Interpreter independent isolated/virtual environments

FFY00 · October 6, 2020, 1:01am

Hi all, I would like to propose adding a way to run isolated/virtual environments completely independently of the interpreter. This means, we would be able to run a virtual environment from any interpreter, allowing for control

Before we get into it, I wanted to present the current and past approaches.

Python 2

In Python 2, we create isolated environments by setting the PYTHONHOME environment variable.

PYTHONHOME   : alternate <prefix> directory (or <prefix>:<exec_prefix>).
               The default module search path uses <prefix>/lib/pythonX.X.
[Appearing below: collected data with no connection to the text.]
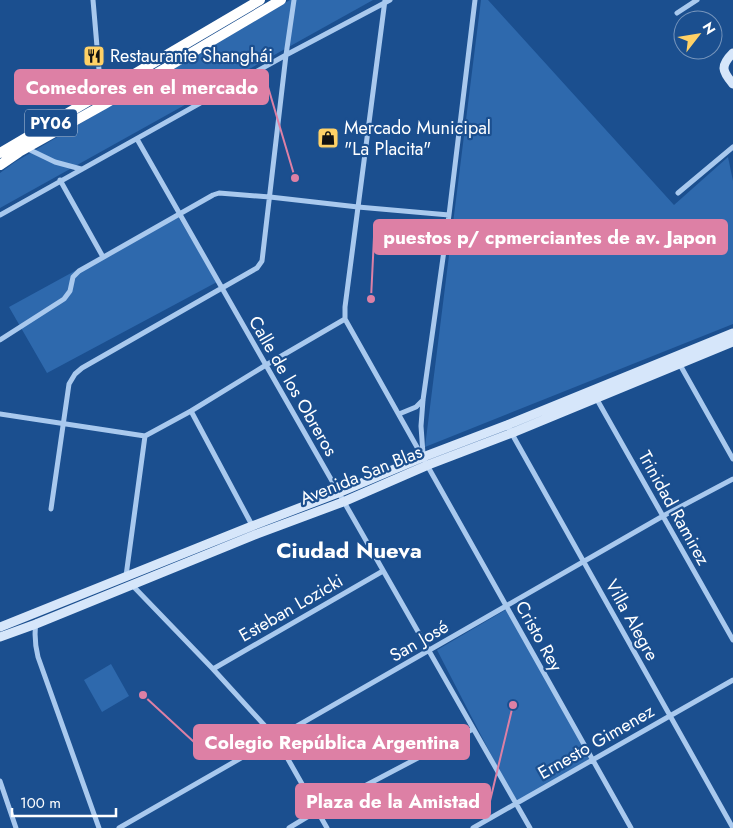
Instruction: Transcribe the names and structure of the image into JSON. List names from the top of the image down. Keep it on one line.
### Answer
{"streets":{"highway":["PY06"],"street":["Calle de los Obreros","Avenida San Blas","Trinidad Ramirez","Esteban Lozicki","Villa Alegre","Cristo Rey","San José","Ernesto Gimenez"]},"crossings":[["Calle de los Obreros","Avenida San Blas"],["Calle de los Obreros","Esteban Lozicki"],["Calle de los Obreros","San José"],["Calle de los Obreros","Ernesto Gimenez"],["Avenida San Blas","Trinidad Ramirez"],["Avenida San Blas","Villa Alegre"],["Avenida San Blas","Cristo Rey"],["Trinidad Ramirez","San José"],["Villa Alegre","San José"],["Villa Alegre","Ernesto Gimenez"],["Cristo Rey","San José"],["Cristo Rey","Ernesto Gimenez"]],"districts":["Ciudad Nueva"],"places":{"restaurant":["Restaurante Shanghái"],"shop":["Mercado Municipal \"La Placita\""],"other":["Comedores en el mercado","puestos p/ cpmerciantes de av. Japon","Colegio República Argentina","Plaza de la Amistad"]},"scale_bar":"100 m","north":"top right"}
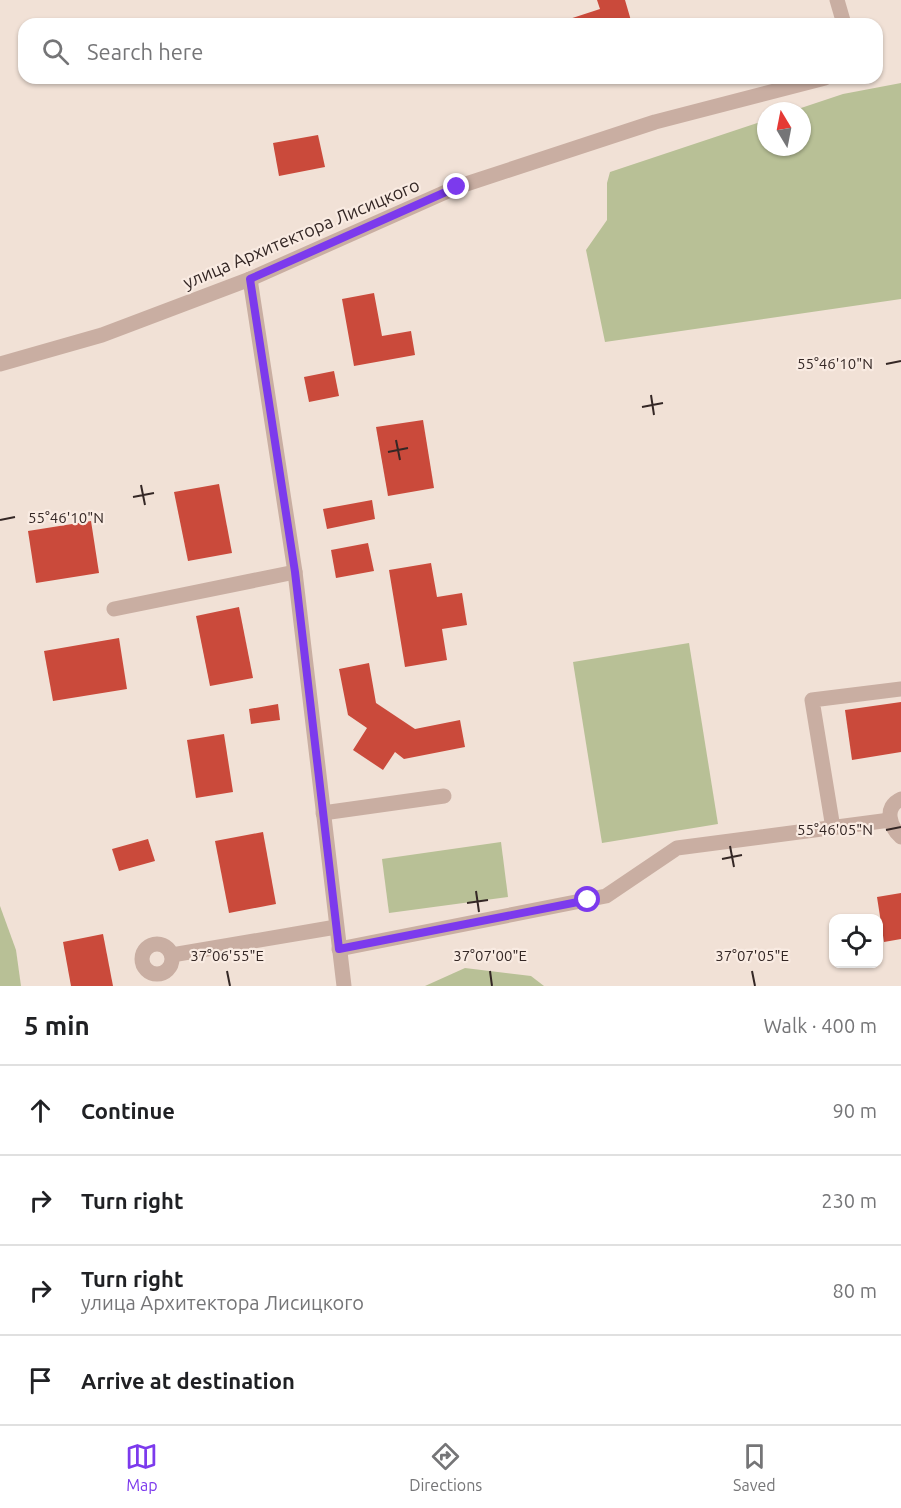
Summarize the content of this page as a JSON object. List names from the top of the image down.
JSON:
{
  "streets": {
    "street": ["улица Архитектора Лисицкого"]
  },
  "north": "top",
  "page": {
    "search": "Search here",
    "heading": ["5 min", "Walk · 400 m"],
    "list": [
      ["Continue", "90 m"],
      ["Turn right", "230 m"],
      ["Turn right", "улица Архитектора Лисицкого", "80 m"],
      "Arrive at destination"
    ],
    "nav": ["Map", "Directions", "Saved"]
  },
  "coordinates": [
    "55°46'10\"N",
    "55°46'05\"N",
    "37°06'55\"E",
    "37°07'00\"E",
    "37°07'05\"E"
  ]
}
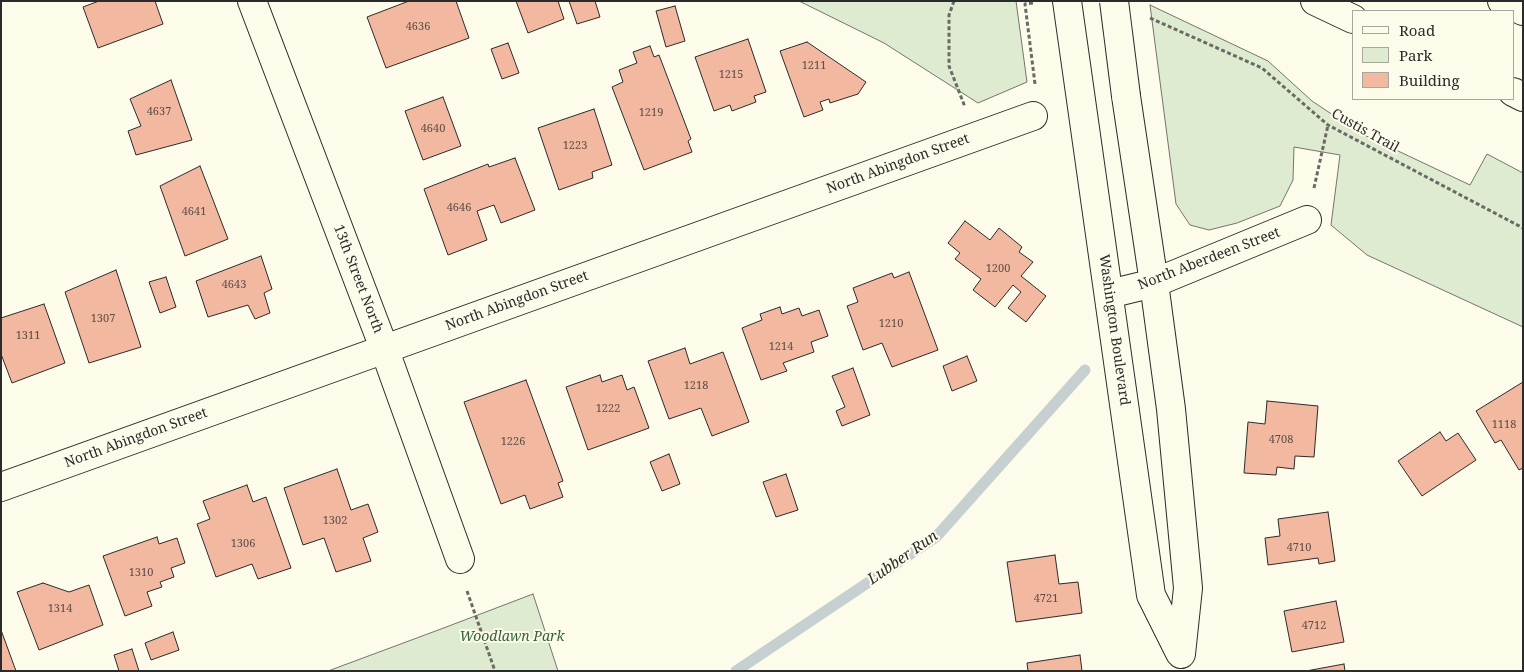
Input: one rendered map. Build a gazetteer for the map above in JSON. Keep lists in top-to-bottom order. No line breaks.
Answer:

Setting this changes the modules search path, allowing us to isolate the system defaults and control what exactly goes into sys.path.

Drawbacks

Setting PYTHONHOME not only implcts purelib/platlib (site-packages), but also stdlib/platstdlib (standard library). This means that if we want to have a custom environment, we need to copy or symlink the standard library to our environment, making it more difficult to create environments, and making the environments heavier.

Python 3

Python 3 solved the PYTHONHOME approach’ issues with PEP 405. PEP 405 introduces a new first-step when calculating the prefix, pyvenv.cfg. pyvenv.cfg is a file that should live alongside, or in the parent directory of, the Python executable and stores the configuration for a virtual environment.

You can read more about it in the PEP, but this is how a normal config looks like:

home = /usr
implementation = CPython
version_info = 3.8.5.final.0
virtualenv = 20.0.23
include-system-site-packages = false
base-prefix = /usr
base-exec-prefix = /usr
base-executable = /usr/bin/python

PEP 405 also introduces the venv module, which is capable of creating such environments.

Improvements

This approach no longer needs to copy/symlink the standard library to the environment, which can be expensive in some cases.

Drawbacks

Even though it does not need to copy/symlink the standard library, it now needs to copy/symlink the interpreter.

The introduction of pyvenv.cfg as the first step of the search breaks the old-style environments. PYTHONHOME can no longer be relied upon because if the interpreter happens to by from a virtual environment, pyvenv.cfg is present and takes over.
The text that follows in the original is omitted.